▶ **What to do**:
Your answer must consist of every line from the data below that includes the word "החרוב".

(Items from a data source)
------------------------------------------------------------

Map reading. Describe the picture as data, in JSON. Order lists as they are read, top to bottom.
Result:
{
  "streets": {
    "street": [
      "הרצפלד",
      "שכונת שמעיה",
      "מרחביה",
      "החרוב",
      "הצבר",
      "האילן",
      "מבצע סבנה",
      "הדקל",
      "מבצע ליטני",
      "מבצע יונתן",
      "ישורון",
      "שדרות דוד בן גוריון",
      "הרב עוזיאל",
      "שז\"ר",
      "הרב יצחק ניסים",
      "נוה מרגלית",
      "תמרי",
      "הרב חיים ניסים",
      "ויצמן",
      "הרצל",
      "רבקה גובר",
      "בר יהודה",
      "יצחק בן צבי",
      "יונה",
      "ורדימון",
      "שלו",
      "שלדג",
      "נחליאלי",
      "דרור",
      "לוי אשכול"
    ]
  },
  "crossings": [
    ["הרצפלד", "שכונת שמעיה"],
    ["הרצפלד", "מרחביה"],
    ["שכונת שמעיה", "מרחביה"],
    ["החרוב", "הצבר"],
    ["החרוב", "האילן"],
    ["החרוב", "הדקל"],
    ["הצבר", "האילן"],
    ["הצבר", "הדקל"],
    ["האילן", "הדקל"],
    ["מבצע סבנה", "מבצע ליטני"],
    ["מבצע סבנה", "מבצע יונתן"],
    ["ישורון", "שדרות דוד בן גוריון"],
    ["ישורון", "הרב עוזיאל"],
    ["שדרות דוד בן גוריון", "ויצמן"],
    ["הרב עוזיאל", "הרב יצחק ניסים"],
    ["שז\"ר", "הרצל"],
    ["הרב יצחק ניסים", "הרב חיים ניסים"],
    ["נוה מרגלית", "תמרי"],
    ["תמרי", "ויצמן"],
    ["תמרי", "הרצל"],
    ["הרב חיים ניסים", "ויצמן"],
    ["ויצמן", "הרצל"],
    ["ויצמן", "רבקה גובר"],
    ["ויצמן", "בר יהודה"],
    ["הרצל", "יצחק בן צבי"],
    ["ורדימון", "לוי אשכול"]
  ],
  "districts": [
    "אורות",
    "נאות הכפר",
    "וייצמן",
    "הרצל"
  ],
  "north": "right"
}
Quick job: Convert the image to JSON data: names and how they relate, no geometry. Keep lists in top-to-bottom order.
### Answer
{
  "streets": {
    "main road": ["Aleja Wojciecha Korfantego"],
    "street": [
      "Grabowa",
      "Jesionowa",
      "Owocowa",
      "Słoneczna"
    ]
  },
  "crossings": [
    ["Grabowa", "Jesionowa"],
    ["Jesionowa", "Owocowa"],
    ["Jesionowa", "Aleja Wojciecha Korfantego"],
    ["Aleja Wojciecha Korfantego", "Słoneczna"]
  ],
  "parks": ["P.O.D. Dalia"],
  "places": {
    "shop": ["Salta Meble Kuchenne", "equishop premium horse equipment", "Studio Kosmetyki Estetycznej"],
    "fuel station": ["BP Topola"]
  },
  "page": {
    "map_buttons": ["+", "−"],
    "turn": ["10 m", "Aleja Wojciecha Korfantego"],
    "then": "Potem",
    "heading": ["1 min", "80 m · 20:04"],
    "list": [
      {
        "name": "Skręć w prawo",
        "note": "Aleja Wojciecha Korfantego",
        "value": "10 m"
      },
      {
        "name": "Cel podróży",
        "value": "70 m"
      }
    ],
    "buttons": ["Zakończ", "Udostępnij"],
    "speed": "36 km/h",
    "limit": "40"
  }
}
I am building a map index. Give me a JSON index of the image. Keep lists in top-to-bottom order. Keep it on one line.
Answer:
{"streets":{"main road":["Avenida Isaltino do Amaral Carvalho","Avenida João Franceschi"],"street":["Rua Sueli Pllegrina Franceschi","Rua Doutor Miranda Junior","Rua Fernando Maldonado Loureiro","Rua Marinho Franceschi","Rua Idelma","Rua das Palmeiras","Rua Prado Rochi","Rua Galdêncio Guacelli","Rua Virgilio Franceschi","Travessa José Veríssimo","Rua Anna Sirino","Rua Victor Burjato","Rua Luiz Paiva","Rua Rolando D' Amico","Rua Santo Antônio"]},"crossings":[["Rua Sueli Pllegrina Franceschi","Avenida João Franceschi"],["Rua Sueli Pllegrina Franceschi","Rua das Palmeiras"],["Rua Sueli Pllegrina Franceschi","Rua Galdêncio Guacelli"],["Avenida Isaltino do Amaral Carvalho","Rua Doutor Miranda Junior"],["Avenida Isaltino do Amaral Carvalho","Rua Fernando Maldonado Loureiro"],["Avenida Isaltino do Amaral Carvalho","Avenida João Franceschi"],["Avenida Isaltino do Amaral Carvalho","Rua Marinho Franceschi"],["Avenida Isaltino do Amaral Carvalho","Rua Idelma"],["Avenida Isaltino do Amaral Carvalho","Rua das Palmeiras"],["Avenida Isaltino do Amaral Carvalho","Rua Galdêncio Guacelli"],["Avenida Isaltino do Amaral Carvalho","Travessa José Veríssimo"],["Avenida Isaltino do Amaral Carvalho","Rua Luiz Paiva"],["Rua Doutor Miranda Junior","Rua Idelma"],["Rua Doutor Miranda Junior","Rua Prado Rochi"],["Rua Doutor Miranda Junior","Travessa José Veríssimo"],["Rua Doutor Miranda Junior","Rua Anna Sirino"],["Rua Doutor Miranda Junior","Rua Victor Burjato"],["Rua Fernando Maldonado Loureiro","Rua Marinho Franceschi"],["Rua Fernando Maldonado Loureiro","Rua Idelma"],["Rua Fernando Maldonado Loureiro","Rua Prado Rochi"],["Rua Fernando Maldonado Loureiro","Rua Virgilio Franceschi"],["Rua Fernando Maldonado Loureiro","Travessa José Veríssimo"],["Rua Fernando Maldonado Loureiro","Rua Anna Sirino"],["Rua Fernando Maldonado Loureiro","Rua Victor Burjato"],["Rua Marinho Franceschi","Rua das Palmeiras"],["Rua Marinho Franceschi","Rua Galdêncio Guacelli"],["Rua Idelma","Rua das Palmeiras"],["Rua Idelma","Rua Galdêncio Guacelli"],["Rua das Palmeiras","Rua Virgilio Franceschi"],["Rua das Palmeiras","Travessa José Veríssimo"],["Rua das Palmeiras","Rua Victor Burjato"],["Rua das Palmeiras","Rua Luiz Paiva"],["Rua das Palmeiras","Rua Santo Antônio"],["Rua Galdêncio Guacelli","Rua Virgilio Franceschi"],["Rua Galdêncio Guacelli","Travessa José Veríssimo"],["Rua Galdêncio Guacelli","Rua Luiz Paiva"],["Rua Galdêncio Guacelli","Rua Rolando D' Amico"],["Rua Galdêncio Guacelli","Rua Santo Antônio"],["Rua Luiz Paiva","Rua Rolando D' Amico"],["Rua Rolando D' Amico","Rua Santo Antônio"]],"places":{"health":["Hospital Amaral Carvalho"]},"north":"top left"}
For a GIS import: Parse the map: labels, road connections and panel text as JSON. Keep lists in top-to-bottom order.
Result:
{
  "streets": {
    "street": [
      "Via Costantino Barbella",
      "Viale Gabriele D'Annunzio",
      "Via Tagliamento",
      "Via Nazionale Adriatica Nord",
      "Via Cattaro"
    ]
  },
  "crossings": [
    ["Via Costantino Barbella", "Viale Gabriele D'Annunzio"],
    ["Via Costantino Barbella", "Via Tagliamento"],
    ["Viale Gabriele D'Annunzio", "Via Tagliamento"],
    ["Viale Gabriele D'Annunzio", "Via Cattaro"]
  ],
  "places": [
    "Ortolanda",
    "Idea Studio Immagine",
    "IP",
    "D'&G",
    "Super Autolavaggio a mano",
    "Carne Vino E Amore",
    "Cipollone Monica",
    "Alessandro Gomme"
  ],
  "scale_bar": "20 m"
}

------------------------------------------------------------

▶ **Output**:
      "החרוב",
    ["החרוב", "הצבר"],
    ["החרוב", "האילן"],
    ["החרוב", "הדקל"],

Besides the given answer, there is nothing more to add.